The New Zealand dollar fell against a broadly stronger US dollar and after the Monetary Authority of Singapore eased policy in a move seen as signalling weaker global growth.
The kiwi dropped to 68.44 US cents at 5pm in Wellington, from 69.39 cents late on Wednesday. The trade-weighted index fell to 72.37 from 73.
The US dollar index, which measures the greenback against a basket of currencies, has picked up from a six-month low this week on speculation the currency may have sold off enough given the Federal Reserve is planning to raise interest rates at some stage.
The kiwi dropped further on Thursday after the central bank of Singapore, MAS, which drives monetary policy decisions via the Singapore dollar, eased policy for the third time in 15 months to 'neutral', sending a signal to financial markets that the city-state sees a dimmer outlook for its own economy and global growth.
"Singapore is saying there's a less favourable external environment, a general feeling that global trade is going to be a bit weaker than expected this year," said Dan Bell, head of corporate sales at HiFX.
"The reasons for wanting to buy the kiwi or sell the US dollar are looking less compelling.

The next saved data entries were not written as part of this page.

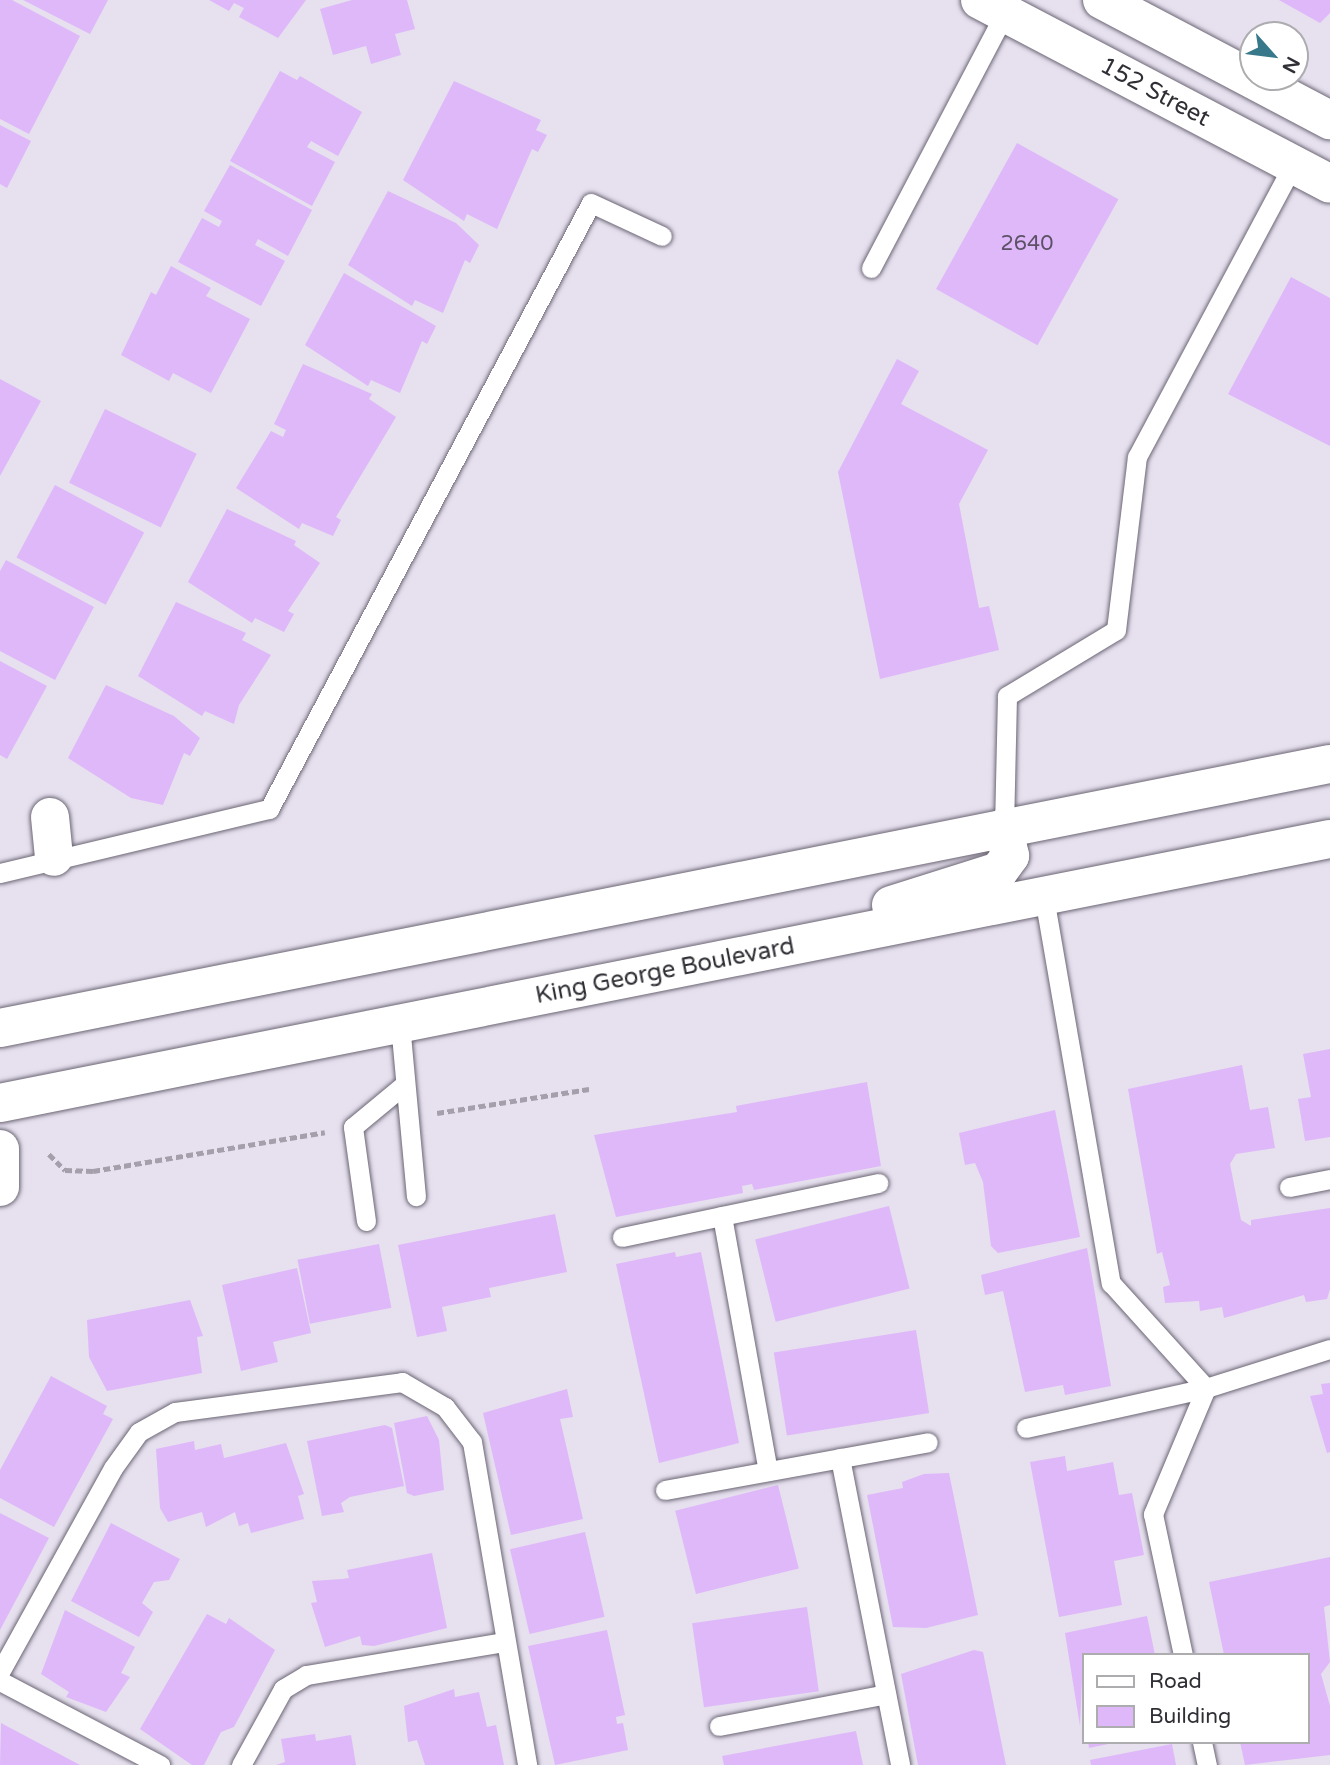 <!DOCTYPE html>
<style>
body{margin:0}
#map{position:relative;width:1330px;height:1765px;overflow:hidden;background:#e6e0ef;font-family:"Varela Round",sans-serif}
div>[style]{position:absolute}
.building>*{inset:0;background:#dfb8f9;transform-origin:0 0}
.path>*{height:4.5px;margin-top:-2.25px;transform-origin:0;background:repeating-linear-gradient(90deg,#a49fab 0 7px,transparent 0 10.5px)}
.roads{filter:drop-shadow(0 0 2px #6c6674) drop-shadow(0 0 2px #6c6674)}
.service>*{height:19px;margin:-9.5px;padding:0 9.5px;transform-origin:9.5px;border-radius:9.5px;background:#fff}
.minor>*{height:38px;margin:-19px;padding:0 19px;transform-origin:19px;border-radius:19px;background:#fff}
.secondary>*{height:38px;margin:-19px;padding:0 19px;transform-origin:19px;border-radius:19px;background:#fff}
.primary>*{height:38px;margin:-19px;padding:0 19px;transform-origin:19px;border-radius:19px;background:#fff}
span{translate:-50% -50%;white-space:nowrap;text-align:center;line-height:1.15;-webkit-text-stroke:5px #fff;paint-order:stroke}
.number-label{font-size:21px;color:#5c5166}
.number-label span{-webkit-text-stroke-width:0}
.street-label{font-size:24px;color:#312f35}
.legend{position:absolute;left:1082px;top:1653px;width:228px;height:91px;box-sizing:border-box;background:#fff;border:2px solid #adacae;margin:0;padding:9px 12px;list-style:none;font-size:21px;color:#312f35}
.legend li{display:flex;align-items:center;gap:14px;height:35px}
.legend b{width:35px;border:2px solid #adacae}
.north{position:absolute;left:1239px;top:21px;width:70px;height:70px;box-sizing:border-box;background:#fff;border:2px solid #adacae;border-radius:50%;rotate:118deg;font-size:19px;font-weight:700;line-height:28px;text-align:center;color:#312f35}
.north::after{content:'';display:block;margin:auto;width:24px;height:32px;background:#37798b;clip-path:polygon(50% 0,100% 100%,50% 72%,0 100%)}
</style>
<div id="map">
<div class="building">
<i style="clip-path:polygon(0 0,12px 0,80px 36px,29px 134px,0 119px)"></i>
<i style="clip-path:polygon(23px 0,108px 0,90px 34px)"></i>
<i style="clip-path:polygon(209px 0,306px 0,278px 38px,239px 17px,244px 8px,234px 3px,229px 11px)"></i>
<i style="clip-path:polygon(352px 0,407px 0,415px 29px,395px 34px,401px 55px,371px 64px,366px 46px,333px 55px,320px 9px)"></i>
<i style="clip-path:polygon(1279px 0,1330px 0,1330px 13px,1320px 23px)"></i>
<i style="clip-path:polygon(280px 71px,297px 80px,300px 76px,362px 112px,338px 156px,311px 141px,307px 147px,335px 162px,312px 206px,230px 161px)"></i>
<i style="clip-path:polygon(454px 81px,541px 120px,536px 130px,547px 135px,538px 152px,532px 149px,497px 229px,467px 214px,464px 221px,403px 180px)"></i>
<i style="clip-path:polygon(0 125px,31px 141px,7px 188px,0 184px)"></i>
<i style="left:1017px;top:143px;width:116px;height:167px;rotate:29deg"></i>
<i style="clip-path:polygon(230px 165px,312px 210px,288px 256px,258px 239px,255px 245px,285px 261px,261px 306px,178px 262px,202px 218px,219px 227px,222px 221px,204px 211px)"></i>
<i style="clip-path:polygon(388px 191px,456px 223px,479px 245px,470px 263px,465px 260px,443px 313px,415px 300px,412px 306px,348px 265px)"></i>
<i style="clip-path:polygon(171px 266px,211px 288px,206px 296px,250px 319px,211px 393px,173px 373px,169px 381px,121px 355px,151px 292px,156px 295px)"></i>
<i style="clip-path:polygon(344px 273px,436px 326px,427px 344px,422px 341px,400px 393px,371px 380px,368px 386px,305px 345px)"></i>
<i style="clip-path:polygon(1291px 277px,1330px 298px,1330px 446px,1228px 394px)"></i>
<i style="clip-path:polygon(897px 359px,919px 371px,901px 404px,988px 450px,959px 504px,979px 608px,989px 606px,999px 650px,880px 679px,838px 472px)"></i>
<i style="clip-path:polygon(303px 364px,372px 394px,369px 399px,396px 417px,336px 517px,341px 520px,333px 536px,302px 523px,299px 529px,236px 488px,271px 431px,283px 437px,286px 430px,274px 424px)"></i>
<i style="clip-path:polygon(0 379px,41px 401px,0 476px)"></i>
<i style="left:105px;top:409px;width:102px;height:82px;rotate:26deg"></i>
<i style="left:55px;top:485px;width:101px;height:82px;rotate:28deg"></i>
<i style="clip-path:polygon(227px 509px,296px 541px,294px 545px,320px 563px,288px 611px,294px 614px,284px 632px,255px 618px,252px 623px,188px 582px)"></i>
<i style="clip-path:polygon(6px 560px,94px 607px,55px 680px,0 651px,0 571px)"></i>
<i style="clip-path:polygon(176px 602px,246px 633px,242px 640px,271px 655px,239px 705px,234px 724px,205px 711px,202px 716px,138px 676px)"></i>
<i style="clip-path:polygon(0 661px,47px 686px,7px 759px,0 755px)"></i>
<i style="clip-path:polygon(106px 685px,174px 716px,200px 738px,190px 756px,184px 753px,163px 805px,131px 798px,68px 758px)"></i>
<i style="clip-path:polygon(1330px 1049px,1330px 1137px,1305px 1141px,1298px 1099px,1311px 1097px,1303px 1054px)"></i>
<i style="clip-path:polygon(1242px 1065px,1250px 1110px,1268px 1107px,1275px 1148px,1236px 1154px,1230px 1164px,1241px 1220px,1251px 1226px,1251px 1220px,1330px 1208px,1330px 1289px,1327px 1299px,1306px 1302px,1304px 1295px,1224px 1318px,1222px 1307px,1200px 1311px,1199px 1301px,1165px 1303px,1163px 1287px,1170px 1285px,1162px 1252px,1157px 1254px,1128px 1089px)"></i>
<i style="clip-path:polygon(867px 1082px,881px 1166px,754px 1190px,752px 1184px,742px 1186px,743px 1193px,616px 1217px,594px 1135px,737px 1112px,736px 1106px)"></i>
<i style="clip-path:polygon(1055px 1110px,1080px 1237px,998px 1253px,991px 1246px,983px 1182px,975px 1163px,965px 1165px,959px 1133px)"></i>
<i style="left:889px;top:1206px;width:85px;height:138px;rotate:76deg"></i>
<i style="clip-path:polygon(555px 1214px,567px 1272px,489px 1288px,491px 1297px,442px 1307px,447px 1331px,417px 1337px,398px 1245px)"></i>
<i style="left:379px;top:1244px;width:65px;height:83px;rotate:79deg"></i>
<i style="clip-path:polygon(1087px 1248px,1111px 1386px,1065px 1395px,1063px 1385px,1025px 1392px,1003px 1291px,985px 1295px,981px 1275px)"></i>
<i style="clip-path:polygon(675px 1252px,676px 1257px,701px 1252px,739px 1443px,659px 1463px,616px 1264px)"></i>
<i style="clip-path:polygon(297px 1268px,311px 1333px,273px 1342px,278px 1362px,241px 1371px,222px 1285px)"></i>
<i style="clip-path:polygon(190px 1300px,203px 1336px,197px 1337px,202px 1373px,107px 1391px,89px 1357px,87px 1320px)"></i>
<i style="left:916px;top:1330px;width:84px;height:144px;rotate:81deg"></i>
<i style="clip-path:polygon(51px 1376px,107px 1406px,103px 1414px,113px 1419px,54px 1527px,0 1498px,0 1470px)"></i>
<i style="clip-path:polygon(1330px 1383px,1330px 1452px,1327px 1453px,1310px 1396px,1323px 1394px,1321px 1384px)"></i>
<i style="clip-path:polygon(567px 1389px,573px 1417px,560px 1419px,583px 1519px,511px 1535px,483px 1413px)"></i>
<i style="clip-path:polygon(427px 1416px,439px 1440px,444px 1490px,414px 1496px,407px 1493px,394px 1423px)"></i>
<i style="clip-path:polygon(385px 1425px,392px 1428px,404px 1486px,350px 1497px,341px 1503px,344px 1512px,322px 1516px,307px 1441px)"></i>
<i style="clip-path:polygon(194px 1441px,195px 1450px,221px 1444px,224px 1458px,286px 1443px,304px 1494px,298px 1496px,304px 1519px,251px 1533px,248px 1523px,239px 1526px,235px 1512px,206px 1527px,202px 1512px,168px 1522px,160px 1508px,156px 1449px)"></i>
<i style="clip-path:polygon(1065px 1456px,1067px 1471px,1113px 1462px,1119px 1495px,1132px 1493px,1144px 1555px,1114px 1561px,1122px 1605px,1059px 1617px,1030px 1462px)"></i>
<i style="clip-path:polygon(949px 1473px,978px 1615px,926px 1628px,893px 1627px,867px 1495px,903px 1488px,902px 1482px,924px 1474px)"></i>
<i style="left:778px;top:1485px;width:86px;height:106px;rotate:76deg"></i>
<i style="clip-path:polygon(0 1513px,49px 1538px,0 1630px)"></i>
<i style="clip-path:polygon(111px 1523px,180px 1559px,169px 1580px,154px 1582px,142px 1603px,153px 1612px,139px 1637px,71px 1601px)"></i>
<i style="left:585px;top:1532px;width:87px;height:77px;rotate:77deg"></i>
<i style="clip-path:polygon(432px 1553px,447px 1628px,374px 1646px,362px 1645px,360px 1636px,325px 1647px,311px 1603px,317px 1602px,312px 1581px,342px 1579px,349px 1578px,347px 1570px)"></i>
<i style="clip-path:polygon(1330px 1557px,1330px 1605px,1324px 1607px,1330px 1662px,1321px 1674px,1330px 1706px,1330px 1755px,1245px 1765px,1240px 1742px,1307px 1742px,1307px 1655px,1224px 1655px,1209px 1582px)"></i>
<i style="left:807px;top:1607px;width:85px;height:116px;rotate:82deg"></i>
<i style="clip-path:polygon(65px 1610px,135px 1647px,121px 1673px,130px 1677px,106px 1712px,66px 1697px,69px 1692px,41px 1674px)"></i>
<i style="clip-path:polygon(207px 1614px,226px 1624px,229px 1618px,275px 1650px,234px 1727px,221px 1732px,204px 1765px,192px 1765px,140px 1729px)"></i>
<i style="clip-path:polygon(1147px 1616px,1155px 1655px,1083px 1655px,1080px 1726px,1065px 1633px)"></i>
<i style="clip-path:polygon(607px 1630px,625px 1715px,616px 1717px,617px 1724px,623px 1723px,628px 1750px,555px 1765px,528px 1646px)"></i>
<i style="clip-path:polygon(974px 1650px,983px 1652px,1006px 1765px,918px 1765px,901px 1674px)"></i>
<i style="clip-path:polygon(454px 1689px,455px 1697px,479px 1692px,487px 1727px,496px 1725px,504px 1765px,425px 1765px,417px 1740px,408px 1742px,404px 1706px)"></i>
<i style="clip-path:polygon(1px 1723px,80px 1765px,0 1765px)"></i>
<i style="clip-path:polygon(856px 1731px,863px 1765px,724px 1765px,722px 1756px)"></i>
<i style="clip-path:polygon(315px 1734px,316px 1741px,351px 1735px,356px 1765px,276px 1765px,285px 1762px,281px 1739px)"></i>
<i style="clip-path:polygon(1088px 1742px,1113px 1742px,1113px 1743px,1089px 1748px)"></i>
<i style="clip-path:polygon(1172px 1744px,1176px 1765px,1091px 1765px,1090px 1760px)"></i>
</div>
<div class="path">
<i style="left:437px;top:1113px;width:154px;rotate:-9deg"></i>
<i style="left:49px;top:1154px;width:23px;rotate:45deg"></i>
<i style="left:65px;top:1170px;width:28px;rotate:2deg"></i>
<i style="left:93px;top:1171px;width:235px;rotate:-9.5deg"></i>
</div>
<div class="roads">
<div class="service">
<i style="left:871px;top:268px;width:288px;rotate:-62.3deg"></i>
<i style="left:1004px;top:828px;width:132px;rotate:-88.7deg"></i>
<i style="left:1007px;top:696px;width:127px;rotate:-31.2deg"></i>
<i style="left:1116px;top:630px;width:174px;rotate:-83.1deg"></i>
<i style="left:1137px;top:457px;width:331px;rotate:-61.9deg"></i>
<i style="left:0;top:873px;width:277px;rotate:-13.4deg"></i>
<i style="left:269px;top:809px;width:686px;rotate:-62.02deg"></i>
<i style="left:591px;top:203px;width:78px;rotate:24.9deg"></i>
<i style="left:1044px;top:897px;width:392px;rotate:80.2deg"></i>
<i style="left:1111px;top:1283px;width:142px;rotate:47.9deg"></i>
<i style="left:1206px;top:1388px;width:137px;rotate:112.8deg"></i>
<i style="left:1153px;top:1514px;width:144px;rotate:78deg"></i>
<i style="left:400px;top:1024px;width:173px;rotate:84.7deg"></i>
<i style="left:1289px;top:1187px;width:42px;rotate:-11deg"></i>
<i style="left:722px;top:1216px;width:259px;rotate:79.8deg"></i>
<i style="left:366px;top:1221px;width:95px;rotate:-97.9deg"></i>
<i style="left:353px;top:1127px;width:67px;rotate:-39.6deg"></i>
<i style="left:622px;top:1237px;width:262px;rotate:-11.9deg"></i>
<i style="left:1026px;top:1428px;width:184px;rotate:-12.5deg"></i>
<i style="left:1206px;top:1388px;width:130px;rotate:-17.5deg"></i>
<i style="left:840px;top:1458px;width:313px;rotate:78.9deg"></i>
<i style="left:665px;top:1490px;width:267px;rotate:-10.3deg"></i>
<i style="left:0;top:1672px;width:233px;rotate:-61deg"></i>
<i style="left:113px;top:1468px;width:44px;rotate:-54.2deg"></i>
<i style="left:139px;top:1432px;width:41px;rotate:-29.1deg"></i>
<i style="left:175px;top:1412px;width:229px;rotate:-7.5deg"></i>
<i style="left:402px;top:1382px;width:50px;rotate:30.2deg"></i>
<i style="left:445px;top:1407px;width:44px;rotate:52.4deg"></i>
<i style="left:472px;top:1442px;width:328px;rotate:80.3deg"></i>
<i style="left:0;top:1681px;width:181px;rotate:27.7deg"></i>
<i style="left:719px;top:1726px;width:170px;rotate:-10.8deg"></i>
<i style="left:1202px;top:1742px;width:24px;rotate:78deg"></i>
<i style="left:241px;top:1765px;width:87px;rotate:-61.1deg"></i>
<i style="left:283px;top:1689px;width:27px;rotate:-31deg"></i>
<i style="left:306px;top:1675px;width:201px;rotate:-9.5deg"></i>
</div>
<div class="minor">
<i style="left:50px;top:817px;width:40px;rotate:84.3deg"></i>
<i style="left:0;top:1149px;width:38px;rotate:90deg"></i>
</div>
<div class="secondary">
<i style="left:980px;top:0;width:395px;rotate:27.7deg"></i>
<i style="left:1102px;top:0;width:258px;rotate:27.8deg"></i>
</div>
<div class="primary">
<i style="left:891px;top:905px;width:113px;rotate:-17.5deg"></i>
<i style="left:999px;top:871px;width:19px;rotate:-54deg"></i>
<i style="left:1010px;top:856px;width:29px;rotate:-102deg"></i>
<i style="left:0;top:1028px;width:1356px;rotate:-11.23deg"></i>
<i style="left:0;top:1103px;width:1356px;rotate:-11.23deg"></i>
</div>
</div>
<div class="number-label">
<span style="left:1027px;top:244px">2640</span>
</div>
<div class="street-label">
<span style="left:1155px;top:92px;rotate:28deg">152 Street</span>
<span style="left:665px;top:971px;rotate:-11deg">King George Boulevard</span>
</div>
<ul class="legend">
<li><b style="height:9px;background:#fff"></b>Road</li>
<li><b style="height:19px;background:#dfb8f9"></b>Building</li>
</ul>
<div class="north">N</div>
</div>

The bottom line is that the Reserve Bank of New Zealand is easing and the Fed is going to be tightening and it is just a question of timing."
The kiwi didn't move much after the release of the BNZ-BusinessNZ performance of manufacturing index, which fell to a seasonally adjusted 54.7 last month, a five-month low.
Traders are relatively evenly split on the timing of an interest rate cut by the Reserve Bank, with about 49.7 per cent seeing a cut in the official cash rate to 2 per cent on April 28 and 50.3 per cent seeing the rate remaining at 2.25 per cent, making a cut in June more likely, based on the overnight interest swap curve.
The New Zealand dollar fell to 89.35 Australian cents from 90.11 cents yesterday and declined to 60.73 euro cents from 61.05 cents. It slipped to 4.4359 yuan from 4.4852 yuan, and fell to 48.44 British pence from 48.65 pence. The kiwi traded at 74.82 yen, down from 75.55 yen.
The two-year swap rate fell 3 basis points to 2.21 per cent and the 10-year swaps dropped 4 basis points to 2.95 per cent.